• _TASK TO COMPLETE_: Scan the listing below for the string "rows" and copy each line where it turns up.

• _STUDY MATERIAL_:
● ● ● ● ●
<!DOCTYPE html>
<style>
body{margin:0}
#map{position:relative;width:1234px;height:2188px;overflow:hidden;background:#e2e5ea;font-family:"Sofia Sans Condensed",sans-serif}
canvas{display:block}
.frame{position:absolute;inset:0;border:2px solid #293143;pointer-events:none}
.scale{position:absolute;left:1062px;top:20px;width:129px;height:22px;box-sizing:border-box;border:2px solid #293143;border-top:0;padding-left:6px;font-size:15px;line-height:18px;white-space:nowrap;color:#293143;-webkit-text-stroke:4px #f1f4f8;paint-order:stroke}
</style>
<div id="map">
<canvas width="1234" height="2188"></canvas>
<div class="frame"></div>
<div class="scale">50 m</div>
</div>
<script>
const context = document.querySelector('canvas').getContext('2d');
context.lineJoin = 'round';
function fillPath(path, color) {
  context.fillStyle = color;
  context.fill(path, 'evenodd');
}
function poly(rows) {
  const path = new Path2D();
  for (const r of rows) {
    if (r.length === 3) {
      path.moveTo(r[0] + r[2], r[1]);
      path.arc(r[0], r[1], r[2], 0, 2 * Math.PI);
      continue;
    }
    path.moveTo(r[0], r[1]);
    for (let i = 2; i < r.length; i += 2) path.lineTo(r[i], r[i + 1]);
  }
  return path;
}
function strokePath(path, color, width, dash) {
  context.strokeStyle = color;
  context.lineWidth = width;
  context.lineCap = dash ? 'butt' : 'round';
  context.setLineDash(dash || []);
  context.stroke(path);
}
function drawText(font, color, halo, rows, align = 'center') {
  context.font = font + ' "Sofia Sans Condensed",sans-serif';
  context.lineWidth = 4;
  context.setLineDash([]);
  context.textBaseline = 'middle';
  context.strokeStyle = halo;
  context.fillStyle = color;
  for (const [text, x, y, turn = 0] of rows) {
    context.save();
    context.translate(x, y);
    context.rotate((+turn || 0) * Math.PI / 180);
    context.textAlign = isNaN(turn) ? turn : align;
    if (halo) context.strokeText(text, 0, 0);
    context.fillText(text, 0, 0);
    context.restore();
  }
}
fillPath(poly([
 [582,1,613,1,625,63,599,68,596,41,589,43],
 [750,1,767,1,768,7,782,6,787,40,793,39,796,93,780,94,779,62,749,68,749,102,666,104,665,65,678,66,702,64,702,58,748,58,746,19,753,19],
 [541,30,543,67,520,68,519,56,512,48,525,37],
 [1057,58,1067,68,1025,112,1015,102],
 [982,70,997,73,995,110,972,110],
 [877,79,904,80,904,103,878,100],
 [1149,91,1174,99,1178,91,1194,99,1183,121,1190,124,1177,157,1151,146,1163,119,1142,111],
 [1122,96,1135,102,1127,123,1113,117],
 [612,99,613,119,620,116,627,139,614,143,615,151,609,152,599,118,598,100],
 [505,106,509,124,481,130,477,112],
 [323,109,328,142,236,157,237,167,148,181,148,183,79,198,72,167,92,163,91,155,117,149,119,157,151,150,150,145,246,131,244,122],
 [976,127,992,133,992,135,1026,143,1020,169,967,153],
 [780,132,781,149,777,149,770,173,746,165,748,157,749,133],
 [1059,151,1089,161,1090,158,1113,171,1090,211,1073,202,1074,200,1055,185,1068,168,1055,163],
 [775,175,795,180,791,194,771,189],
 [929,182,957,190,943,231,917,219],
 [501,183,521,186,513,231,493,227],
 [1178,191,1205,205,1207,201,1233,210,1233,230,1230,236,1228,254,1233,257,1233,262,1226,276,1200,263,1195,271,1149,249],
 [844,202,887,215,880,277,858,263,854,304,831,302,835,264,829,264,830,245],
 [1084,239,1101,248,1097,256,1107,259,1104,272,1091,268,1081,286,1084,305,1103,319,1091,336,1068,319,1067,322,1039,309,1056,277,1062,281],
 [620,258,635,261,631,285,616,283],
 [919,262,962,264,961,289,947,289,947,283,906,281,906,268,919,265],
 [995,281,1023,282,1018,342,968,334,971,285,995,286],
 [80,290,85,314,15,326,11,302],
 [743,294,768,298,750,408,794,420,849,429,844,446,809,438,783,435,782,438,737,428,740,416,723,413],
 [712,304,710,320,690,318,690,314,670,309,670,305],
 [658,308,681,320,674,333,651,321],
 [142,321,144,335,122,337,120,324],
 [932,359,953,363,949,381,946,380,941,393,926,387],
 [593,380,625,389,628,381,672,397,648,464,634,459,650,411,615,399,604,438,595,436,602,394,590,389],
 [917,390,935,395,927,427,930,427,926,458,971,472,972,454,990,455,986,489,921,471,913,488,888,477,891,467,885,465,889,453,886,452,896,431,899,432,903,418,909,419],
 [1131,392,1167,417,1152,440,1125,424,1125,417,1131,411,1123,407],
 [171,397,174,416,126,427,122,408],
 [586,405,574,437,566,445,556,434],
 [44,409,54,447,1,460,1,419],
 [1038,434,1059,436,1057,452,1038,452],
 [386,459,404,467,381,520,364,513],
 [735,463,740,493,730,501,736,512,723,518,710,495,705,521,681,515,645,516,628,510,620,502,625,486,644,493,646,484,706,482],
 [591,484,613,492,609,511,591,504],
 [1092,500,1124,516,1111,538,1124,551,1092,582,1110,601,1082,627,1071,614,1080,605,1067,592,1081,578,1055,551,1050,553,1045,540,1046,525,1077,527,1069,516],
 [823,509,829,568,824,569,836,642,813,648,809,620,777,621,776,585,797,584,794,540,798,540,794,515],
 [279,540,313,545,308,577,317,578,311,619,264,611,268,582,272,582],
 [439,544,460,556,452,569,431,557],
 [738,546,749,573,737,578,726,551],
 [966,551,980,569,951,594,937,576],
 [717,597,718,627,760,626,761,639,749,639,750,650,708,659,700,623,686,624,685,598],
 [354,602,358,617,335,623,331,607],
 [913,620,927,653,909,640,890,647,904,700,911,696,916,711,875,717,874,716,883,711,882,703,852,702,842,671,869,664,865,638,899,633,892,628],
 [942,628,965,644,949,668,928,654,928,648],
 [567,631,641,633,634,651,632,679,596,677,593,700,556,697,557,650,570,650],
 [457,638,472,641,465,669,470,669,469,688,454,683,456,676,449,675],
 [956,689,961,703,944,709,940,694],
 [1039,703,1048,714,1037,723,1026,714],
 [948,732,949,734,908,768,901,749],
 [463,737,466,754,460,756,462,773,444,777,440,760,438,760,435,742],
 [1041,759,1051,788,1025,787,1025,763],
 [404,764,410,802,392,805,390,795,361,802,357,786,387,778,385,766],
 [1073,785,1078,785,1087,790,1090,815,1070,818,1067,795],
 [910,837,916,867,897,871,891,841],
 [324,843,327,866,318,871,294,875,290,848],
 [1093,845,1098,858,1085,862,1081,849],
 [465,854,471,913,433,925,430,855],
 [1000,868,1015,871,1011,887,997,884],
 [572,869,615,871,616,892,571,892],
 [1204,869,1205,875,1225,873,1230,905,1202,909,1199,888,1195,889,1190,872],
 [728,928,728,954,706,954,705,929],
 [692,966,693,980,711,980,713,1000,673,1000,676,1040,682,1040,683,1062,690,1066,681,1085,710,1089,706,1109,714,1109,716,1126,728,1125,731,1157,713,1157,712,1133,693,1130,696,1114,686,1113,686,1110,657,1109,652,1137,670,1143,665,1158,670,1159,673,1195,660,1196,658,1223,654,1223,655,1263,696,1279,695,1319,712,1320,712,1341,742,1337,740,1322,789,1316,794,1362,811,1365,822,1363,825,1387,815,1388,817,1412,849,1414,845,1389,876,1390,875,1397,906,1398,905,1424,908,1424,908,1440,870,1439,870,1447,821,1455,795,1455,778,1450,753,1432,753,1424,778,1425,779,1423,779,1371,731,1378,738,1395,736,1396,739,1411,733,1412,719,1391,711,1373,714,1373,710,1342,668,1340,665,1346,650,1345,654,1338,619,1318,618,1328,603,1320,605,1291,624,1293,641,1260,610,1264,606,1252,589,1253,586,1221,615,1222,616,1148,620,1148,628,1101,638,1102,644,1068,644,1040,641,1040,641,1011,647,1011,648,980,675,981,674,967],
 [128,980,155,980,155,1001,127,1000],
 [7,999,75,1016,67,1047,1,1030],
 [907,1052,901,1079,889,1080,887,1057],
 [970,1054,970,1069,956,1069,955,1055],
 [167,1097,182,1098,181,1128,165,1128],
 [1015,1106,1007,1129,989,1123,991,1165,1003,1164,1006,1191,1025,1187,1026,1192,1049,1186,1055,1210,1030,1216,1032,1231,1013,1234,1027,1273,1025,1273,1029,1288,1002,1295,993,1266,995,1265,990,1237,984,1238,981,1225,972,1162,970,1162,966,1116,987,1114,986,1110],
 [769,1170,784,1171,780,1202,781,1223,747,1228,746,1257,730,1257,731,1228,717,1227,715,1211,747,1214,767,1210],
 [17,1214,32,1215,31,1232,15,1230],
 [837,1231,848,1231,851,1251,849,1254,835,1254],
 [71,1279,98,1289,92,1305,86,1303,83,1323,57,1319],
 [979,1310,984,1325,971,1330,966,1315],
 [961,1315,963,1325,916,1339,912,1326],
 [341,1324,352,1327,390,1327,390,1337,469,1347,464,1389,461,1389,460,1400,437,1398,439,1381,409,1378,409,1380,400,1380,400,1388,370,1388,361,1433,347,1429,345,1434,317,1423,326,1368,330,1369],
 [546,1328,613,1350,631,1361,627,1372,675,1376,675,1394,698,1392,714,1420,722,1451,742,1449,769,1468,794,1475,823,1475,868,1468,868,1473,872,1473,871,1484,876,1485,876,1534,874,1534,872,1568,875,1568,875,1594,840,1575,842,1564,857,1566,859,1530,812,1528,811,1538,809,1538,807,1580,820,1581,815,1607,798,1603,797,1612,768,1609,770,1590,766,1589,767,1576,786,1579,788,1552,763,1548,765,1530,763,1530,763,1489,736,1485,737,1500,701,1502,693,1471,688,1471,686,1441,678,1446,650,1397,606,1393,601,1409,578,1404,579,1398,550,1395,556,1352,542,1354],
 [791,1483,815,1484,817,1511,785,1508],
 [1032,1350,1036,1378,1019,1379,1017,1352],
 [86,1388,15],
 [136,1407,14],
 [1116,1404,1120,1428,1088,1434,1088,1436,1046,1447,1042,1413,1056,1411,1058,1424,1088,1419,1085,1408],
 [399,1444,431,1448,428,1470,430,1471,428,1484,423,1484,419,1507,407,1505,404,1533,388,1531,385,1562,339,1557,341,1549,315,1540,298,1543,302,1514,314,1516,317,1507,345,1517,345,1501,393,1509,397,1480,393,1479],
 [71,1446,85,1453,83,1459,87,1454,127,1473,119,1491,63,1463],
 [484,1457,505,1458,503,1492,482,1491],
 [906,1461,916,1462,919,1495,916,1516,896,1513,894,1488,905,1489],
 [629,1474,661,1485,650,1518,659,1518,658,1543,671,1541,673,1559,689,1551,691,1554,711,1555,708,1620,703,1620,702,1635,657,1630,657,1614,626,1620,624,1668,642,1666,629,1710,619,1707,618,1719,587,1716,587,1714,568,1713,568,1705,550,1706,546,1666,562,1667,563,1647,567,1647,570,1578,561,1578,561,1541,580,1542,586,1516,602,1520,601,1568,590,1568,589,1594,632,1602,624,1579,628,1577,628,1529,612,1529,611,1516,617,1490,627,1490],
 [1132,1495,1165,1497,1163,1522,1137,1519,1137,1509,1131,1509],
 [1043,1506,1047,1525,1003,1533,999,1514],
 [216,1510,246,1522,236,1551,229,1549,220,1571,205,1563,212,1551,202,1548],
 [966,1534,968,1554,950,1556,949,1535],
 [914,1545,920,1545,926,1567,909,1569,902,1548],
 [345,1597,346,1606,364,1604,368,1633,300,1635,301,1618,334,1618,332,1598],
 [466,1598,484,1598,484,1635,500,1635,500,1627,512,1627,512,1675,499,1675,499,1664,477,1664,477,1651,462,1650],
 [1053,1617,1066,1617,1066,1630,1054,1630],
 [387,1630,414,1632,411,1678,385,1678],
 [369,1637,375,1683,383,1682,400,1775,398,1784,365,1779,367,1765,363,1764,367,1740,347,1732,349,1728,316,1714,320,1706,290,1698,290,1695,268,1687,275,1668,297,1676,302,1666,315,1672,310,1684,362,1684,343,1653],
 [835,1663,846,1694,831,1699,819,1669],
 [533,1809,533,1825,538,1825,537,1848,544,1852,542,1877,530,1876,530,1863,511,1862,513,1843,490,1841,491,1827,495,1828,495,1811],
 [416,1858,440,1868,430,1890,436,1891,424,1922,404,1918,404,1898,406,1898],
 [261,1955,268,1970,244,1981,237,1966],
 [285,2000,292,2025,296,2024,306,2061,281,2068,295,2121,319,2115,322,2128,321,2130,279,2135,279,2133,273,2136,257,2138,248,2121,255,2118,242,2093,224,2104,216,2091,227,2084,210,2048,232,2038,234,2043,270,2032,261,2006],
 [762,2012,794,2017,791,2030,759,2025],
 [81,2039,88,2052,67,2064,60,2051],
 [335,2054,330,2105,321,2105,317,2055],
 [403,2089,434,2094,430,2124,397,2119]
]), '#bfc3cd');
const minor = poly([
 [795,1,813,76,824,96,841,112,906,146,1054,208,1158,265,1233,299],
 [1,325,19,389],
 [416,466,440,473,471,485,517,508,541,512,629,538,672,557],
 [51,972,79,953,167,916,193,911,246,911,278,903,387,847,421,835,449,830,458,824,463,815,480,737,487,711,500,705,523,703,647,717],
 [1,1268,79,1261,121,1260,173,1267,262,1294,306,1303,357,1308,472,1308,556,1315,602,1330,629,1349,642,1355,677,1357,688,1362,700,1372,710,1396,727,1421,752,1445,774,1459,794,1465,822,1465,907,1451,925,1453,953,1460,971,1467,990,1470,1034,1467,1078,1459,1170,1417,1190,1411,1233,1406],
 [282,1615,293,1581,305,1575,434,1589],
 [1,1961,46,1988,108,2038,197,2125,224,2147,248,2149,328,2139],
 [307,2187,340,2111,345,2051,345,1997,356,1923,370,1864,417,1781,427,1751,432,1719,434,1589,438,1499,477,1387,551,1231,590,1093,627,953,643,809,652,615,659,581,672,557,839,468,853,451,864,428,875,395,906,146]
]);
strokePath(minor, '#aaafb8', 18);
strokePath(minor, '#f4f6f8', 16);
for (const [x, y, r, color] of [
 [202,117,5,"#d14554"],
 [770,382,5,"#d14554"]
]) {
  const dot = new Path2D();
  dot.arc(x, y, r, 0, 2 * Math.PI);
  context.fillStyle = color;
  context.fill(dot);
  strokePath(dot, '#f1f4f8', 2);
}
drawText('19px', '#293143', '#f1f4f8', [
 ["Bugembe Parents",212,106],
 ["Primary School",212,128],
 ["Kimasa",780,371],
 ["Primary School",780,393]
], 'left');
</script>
● ● ● ● ●
• _FINAL ANSWER_:
function poly(rows) {
  for (const r of rows) {
function drawText(font, color, halo, rows, align = 'center') {
  for (const [text, x, y, turn = 0] of rows) {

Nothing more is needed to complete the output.